Synge was a Dubliner. When he was leading in Paris the Bohemian life of a struggling journalist. W.B. Yeats picked him up and encouraged him to return to Ireland and live among the peasant people of the Isles of Aran, study the life of the simple primitive folk with its poetry, humour, tragedy, comedy to prepare himself for the task of writing plays on their lives. Thus he settled down in the moorlands and mountains of the extreme western coast of Ireland, soaking himself in the lives of the people in the beauty of the local surroundings and the loveliness of the native dialect.
Within the limited scope in ‘Riders to the sea’, Synge has succeeded in producing a tragedy with all its tragic atmosphere, fatalism and the setting of human characters against nature’s stern and relentless power. ‘Riders to the sea’ is basically a tragedy of a poor, primitive and uncultured peasant family that lives in the Aran Islands civilization has notyet entered into the lives of those primitive folk. Though formally Christian, those people are still pagan in their outlook of life. Their view of life is dark and somber. They know little of the gailty and sunnier side of life. Life with then is a sorry business, efforts, glories appear vain to them. Even the desire for life has been weakened in them by the repeated blows of a dark, relentless power called Fate, that appears here as the cruel sea, always howling for the toll of human lives. Nature in the island is somber and bleak, with dark moorlands, rugged cliffs, windy heaths, and howling seas. Manrya has lost her all in the sea—her father-in-law, husband and four sons and the last two sons who are doomed. The play opens in the atmosphere of gloom and suspense caused by the drowning of Michael in the sea nine days ago. Some remnants of a drowned man have been by the village priest—a shirt and stocking. Maurya, the bereaved mother who has been steeled into endurance and indifference by successive blows of fate is waiting for the dead body of Michael. She keeps things ready for the burial, but it is the grim irony of fate that the same are used for the funeral of Bortley who is the last rider to the sea. These simple peasants have to wage a struggle with the sea in order to earn their living. Such is the tragic world.

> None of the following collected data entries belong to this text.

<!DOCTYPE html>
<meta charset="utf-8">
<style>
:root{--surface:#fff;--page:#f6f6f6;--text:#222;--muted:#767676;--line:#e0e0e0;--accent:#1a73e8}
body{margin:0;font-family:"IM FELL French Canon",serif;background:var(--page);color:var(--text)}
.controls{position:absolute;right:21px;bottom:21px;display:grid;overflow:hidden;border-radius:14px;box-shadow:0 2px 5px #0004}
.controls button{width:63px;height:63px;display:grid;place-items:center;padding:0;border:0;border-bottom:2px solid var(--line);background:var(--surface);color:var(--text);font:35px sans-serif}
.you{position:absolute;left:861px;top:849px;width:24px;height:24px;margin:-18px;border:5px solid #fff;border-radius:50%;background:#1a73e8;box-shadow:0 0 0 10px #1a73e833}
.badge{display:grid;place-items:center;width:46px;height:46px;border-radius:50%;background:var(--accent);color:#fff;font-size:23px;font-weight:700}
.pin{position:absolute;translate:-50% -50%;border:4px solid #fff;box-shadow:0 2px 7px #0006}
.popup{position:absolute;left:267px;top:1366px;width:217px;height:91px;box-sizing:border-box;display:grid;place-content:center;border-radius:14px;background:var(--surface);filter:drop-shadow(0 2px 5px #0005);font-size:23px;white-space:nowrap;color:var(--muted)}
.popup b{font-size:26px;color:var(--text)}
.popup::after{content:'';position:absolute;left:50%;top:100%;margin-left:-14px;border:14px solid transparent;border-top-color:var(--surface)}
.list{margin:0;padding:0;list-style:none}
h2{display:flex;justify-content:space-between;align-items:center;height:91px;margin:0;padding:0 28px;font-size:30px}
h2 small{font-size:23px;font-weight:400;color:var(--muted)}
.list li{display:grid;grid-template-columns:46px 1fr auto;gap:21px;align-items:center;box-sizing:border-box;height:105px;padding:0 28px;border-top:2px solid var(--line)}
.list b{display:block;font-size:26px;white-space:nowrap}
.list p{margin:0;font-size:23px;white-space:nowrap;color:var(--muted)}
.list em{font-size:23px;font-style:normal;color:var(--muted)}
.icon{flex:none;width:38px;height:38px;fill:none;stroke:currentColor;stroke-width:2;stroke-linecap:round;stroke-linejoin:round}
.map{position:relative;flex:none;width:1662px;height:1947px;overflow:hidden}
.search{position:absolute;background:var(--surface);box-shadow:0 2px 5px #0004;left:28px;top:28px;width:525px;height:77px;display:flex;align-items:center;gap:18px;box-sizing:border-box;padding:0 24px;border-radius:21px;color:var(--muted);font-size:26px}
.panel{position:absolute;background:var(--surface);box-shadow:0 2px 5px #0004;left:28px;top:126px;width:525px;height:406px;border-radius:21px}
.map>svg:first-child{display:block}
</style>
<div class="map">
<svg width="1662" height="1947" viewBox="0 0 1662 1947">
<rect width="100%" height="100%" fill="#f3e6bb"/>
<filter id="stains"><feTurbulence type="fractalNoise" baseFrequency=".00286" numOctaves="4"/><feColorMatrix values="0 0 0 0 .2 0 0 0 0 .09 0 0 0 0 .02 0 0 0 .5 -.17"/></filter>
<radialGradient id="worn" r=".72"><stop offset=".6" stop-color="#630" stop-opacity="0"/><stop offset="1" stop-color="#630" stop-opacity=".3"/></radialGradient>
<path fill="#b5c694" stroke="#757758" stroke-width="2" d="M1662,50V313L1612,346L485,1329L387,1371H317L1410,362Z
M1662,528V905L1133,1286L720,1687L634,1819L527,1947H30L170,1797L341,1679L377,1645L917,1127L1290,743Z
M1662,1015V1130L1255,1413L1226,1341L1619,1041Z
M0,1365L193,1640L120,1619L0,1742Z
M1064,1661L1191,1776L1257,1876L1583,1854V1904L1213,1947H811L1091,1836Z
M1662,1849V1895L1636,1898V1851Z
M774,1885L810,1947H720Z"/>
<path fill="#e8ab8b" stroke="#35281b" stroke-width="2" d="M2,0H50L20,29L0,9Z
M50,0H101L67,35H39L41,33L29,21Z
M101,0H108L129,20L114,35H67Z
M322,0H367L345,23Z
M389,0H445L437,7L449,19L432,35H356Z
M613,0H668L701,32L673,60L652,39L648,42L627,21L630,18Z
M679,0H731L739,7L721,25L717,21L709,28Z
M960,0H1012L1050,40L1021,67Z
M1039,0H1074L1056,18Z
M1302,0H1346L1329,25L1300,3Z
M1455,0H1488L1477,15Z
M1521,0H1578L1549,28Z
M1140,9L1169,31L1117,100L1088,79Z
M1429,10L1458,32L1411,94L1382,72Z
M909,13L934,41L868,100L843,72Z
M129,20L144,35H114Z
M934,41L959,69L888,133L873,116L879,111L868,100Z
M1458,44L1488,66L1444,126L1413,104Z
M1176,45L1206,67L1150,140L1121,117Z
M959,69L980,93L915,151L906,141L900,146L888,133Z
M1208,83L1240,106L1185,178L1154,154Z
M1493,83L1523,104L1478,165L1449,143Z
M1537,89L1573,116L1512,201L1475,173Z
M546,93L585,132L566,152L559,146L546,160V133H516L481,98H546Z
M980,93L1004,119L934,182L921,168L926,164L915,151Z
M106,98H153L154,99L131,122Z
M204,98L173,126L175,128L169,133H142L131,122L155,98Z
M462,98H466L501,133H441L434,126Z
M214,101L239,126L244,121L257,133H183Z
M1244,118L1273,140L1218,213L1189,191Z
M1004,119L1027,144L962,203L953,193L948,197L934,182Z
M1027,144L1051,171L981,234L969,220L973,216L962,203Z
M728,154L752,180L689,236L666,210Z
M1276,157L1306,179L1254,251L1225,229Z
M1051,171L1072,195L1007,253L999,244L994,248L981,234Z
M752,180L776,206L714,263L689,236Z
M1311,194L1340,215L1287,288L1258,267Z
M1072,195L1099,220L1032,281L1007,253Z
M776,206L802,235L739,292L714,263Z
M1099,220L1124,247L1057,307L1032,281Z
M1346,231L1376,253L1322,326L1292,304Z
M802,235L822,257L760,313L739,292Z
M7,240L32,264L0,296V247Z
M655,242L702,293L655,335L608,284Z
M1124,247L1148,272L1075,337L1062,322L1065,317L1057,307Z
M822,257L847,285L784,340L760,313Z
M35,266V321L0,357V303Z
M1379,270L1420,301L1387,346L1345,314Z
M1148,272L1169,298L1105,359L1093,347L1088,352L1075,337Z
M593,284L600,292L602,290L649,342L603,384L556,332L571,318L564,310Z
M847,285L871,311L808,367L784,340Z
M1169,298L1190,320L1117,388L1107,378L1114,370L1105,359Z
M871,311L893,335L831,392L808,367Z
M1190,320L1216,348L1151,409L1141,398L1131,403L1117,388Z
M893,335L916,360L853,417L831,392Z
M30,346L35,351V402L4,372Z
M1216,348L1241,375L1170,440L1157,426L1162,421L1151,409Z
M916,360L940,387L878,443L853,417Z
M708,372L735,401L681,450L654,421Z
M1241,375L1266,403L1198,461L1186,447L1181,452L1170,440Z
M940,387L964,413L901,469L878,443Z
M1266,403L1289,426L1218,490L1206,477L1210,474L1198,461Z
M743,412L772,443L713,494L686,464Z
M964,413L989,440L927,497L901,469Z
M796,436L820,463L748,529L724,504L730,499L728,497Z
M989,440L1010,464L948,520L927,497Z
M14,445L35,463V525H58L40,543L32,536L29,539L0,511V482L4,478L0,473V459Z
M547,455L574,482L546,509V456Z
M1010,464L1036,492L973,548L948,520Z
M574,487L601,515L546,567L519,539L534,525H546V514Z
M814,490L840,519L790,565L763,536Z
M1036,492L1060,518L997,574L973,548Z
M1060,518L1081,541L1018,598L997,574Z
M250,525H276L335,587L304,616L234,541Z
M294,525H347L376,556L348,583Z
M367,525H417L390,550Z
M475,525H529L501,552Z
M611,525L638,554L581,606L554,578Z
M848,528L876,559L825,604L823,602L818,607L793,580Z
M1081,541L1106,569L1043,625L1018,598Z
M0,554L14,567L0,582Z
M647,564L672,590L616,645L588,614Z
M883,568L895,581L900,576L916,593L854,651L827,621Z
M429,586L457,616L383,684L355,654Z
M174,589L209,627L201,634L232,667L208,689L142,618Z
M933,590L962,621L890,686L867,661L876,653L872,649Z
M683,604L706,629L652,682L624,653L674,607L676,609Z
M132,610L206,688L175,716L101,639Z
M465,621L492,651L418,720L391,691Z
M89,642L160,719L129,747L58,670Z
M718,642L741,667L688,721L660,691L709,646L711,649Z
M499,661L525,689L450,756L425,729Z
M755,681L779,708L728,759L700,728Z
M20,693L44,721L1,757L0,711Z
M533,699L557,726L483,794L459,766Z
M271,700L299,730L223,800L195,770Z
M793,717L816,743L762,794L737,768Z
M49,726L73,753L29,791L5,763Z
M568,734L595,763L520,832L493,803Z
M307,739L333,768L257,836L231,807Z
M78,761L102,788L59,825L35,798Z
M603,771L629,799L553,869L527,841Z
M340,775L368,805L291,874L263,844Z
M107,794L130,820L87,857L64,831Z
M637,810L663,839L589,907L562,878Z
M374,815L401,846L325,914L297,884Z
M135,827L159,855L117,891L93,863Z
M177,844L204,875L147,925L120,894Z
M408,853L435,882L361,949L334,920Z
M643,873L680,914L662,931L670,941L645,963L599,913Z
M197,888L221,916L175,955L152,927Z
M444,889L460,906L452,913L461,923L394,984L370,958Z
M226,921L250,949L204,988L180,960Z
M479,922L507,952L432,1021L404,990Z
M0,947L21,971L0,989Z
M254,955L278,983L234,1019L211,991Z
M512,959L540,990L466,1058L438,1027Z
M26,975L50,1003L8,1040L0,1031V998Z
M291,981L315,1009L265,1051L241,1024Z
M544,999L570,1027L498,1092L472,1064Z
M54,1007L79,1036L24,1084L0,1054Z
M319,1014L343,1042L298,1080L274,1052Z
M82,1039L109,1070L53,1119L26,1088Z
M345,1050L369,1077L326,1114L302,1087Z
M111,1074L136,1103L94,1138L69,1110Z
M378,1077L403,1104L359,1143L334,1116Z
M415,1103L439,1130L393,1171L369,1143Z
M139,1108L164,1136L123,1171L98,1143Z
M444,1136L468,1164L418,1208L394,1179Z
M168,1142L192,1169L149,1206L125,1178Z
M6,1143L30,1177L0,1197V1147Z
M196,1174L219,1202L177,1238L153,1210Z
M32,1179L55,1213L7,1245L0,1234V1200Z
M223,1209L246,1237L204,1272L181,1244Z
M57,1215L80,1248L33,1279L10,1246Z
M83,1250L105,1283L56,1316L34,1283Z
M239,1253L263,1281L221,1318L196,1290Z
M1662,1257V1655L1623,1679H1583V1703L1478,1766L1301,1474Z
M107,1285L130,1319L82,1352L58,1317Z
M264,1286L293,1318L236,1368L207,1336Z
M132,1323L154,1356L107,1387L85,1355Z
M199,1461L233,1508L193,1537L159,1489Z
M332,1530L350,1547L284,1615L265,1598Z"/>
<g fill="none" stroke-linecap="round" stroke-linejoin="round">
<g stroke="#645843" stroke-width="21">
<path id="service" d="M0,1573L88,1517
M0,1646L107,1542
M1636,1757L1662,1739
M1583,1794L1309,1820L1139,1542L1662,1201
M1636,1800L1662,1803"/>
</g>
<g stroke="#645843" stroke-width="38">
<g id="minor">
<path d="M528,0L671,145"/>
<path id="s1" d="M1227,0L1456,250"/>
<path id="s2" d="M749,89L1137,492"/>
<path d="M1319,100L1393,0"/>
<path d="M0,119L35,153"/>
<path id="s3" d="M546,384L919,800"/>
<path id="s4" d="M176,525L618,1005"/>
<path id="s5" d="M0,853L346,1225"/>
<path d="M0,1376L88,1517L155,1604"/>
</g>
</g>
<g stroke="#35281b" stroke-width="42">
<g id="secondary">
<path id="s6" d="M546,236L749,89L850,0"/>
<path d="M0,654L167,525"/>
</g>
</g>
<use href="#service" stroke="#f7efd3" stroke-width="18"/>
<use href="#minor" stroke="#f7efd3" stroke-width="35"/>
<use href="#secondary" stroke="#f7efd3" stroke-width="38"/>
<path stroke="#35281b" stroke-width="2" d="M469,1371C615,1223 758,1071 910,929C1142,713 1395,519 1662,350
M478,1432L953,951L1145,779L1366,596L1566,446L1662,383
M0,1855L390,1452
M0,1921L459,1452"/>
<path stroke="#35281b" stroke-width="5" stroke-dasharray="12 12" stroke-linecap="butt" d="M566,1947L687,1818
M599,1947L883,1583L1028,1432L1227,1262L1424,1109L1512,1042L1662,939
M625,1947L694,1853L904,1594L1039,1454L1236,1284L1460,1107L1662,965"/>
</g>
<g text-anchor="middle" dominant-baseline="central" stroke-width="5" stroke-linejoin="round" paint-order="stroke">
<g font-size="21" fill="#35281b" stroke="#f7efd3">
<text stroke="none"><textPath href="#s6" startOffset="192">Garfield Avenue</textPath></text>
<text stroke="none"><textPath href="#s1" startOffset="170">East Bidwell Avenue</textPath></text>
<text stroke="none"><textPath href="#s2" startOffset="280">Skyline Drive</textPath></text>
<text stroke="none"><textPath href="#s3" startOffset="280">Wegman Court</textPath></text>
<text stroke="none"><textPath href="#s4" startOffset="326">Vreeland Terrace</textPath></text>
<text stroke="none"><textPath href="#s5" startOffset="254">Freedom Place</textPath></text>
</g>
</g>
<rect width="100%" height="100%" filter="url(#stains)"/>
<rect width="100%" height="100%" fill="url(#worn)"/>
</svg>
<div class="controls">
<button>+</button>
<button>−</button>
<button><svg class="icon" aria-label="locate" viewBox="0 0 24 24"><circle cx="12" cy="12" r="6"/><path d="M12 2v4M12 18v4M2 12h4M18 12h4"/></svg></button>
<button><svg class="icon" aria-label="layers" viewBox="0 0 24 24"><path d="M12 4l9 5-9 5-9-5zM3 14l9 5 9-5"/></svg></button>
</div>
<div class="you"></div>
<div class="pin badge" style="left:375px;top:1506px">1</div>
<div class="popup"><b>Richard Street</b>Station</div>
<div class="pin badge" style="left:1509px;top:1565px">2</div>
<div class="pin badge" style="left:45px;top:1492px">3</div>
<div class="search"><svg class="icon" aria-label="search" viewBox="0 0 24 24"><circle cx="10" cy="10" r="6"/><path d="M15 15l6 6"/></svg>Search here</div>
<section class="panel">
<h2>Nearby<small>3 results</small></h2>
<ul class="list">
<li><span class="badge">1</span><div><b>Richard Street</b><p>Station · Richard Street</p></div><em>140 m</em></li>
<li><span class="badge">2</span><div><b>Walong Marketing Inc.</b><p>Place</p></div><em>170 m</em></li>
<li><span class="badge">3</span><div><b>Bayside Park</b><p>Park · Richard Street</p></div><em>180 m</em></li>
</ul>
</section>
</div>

By the master strokes of Synge, a local tragedy has attained to a universality which moves all hearts. Maurya stands in the play not as a mere peasant mother who has lost her all at the hands of the stern sea monster. In her courage, endurance and stoical calm, with all passions spent she becomes a grand tragic figure like a Shakesperean hero or heroine. She is at once an individual and a type of heroic woman-hood. Besides this element of characterization, there is the profound sense of fate underlying the tragedy, which contributes to its universal appeal. Robin skelton writes — “ The islands of Riders to the sea is Ireland, but more than Ireland. Its predicaments are those of Irish peasantry, but also those of all men subject to the tyranny of forces they do not understand. Its beliefs are those of all people who combine superstition with Christian belief, or who are troubled by thoughts of spiritual realities beyond their ability to understand and control.”
The figure of man pitted against power of the gods is the theme of heroic tragedy. The poetic elements extend the play from local to universal significance. The imagery of the play is so organized at to refer us, not to the world of Irish history and folklore, but also to the world of archetypal symbolism—the conflict of man with the sea, the giver and taker of life. Again and again, the characters speak of the tides. Horse significs power and fear; red mare signifies strength while grey pony significs death. The symbols of black pig, white boards, the baked bread, the new rope are all archetypal symbols which create in this celtic drama a universal picture of man surrounded by natural elements and supernatural forces.
Thus Synge’s archetypal symbols “set the mind wandering from idea to idea, from emotion to emotion,” and deepen the universal significance of the drama. Frank verson rightly says—“Riders to the sea is a local play which is universal.”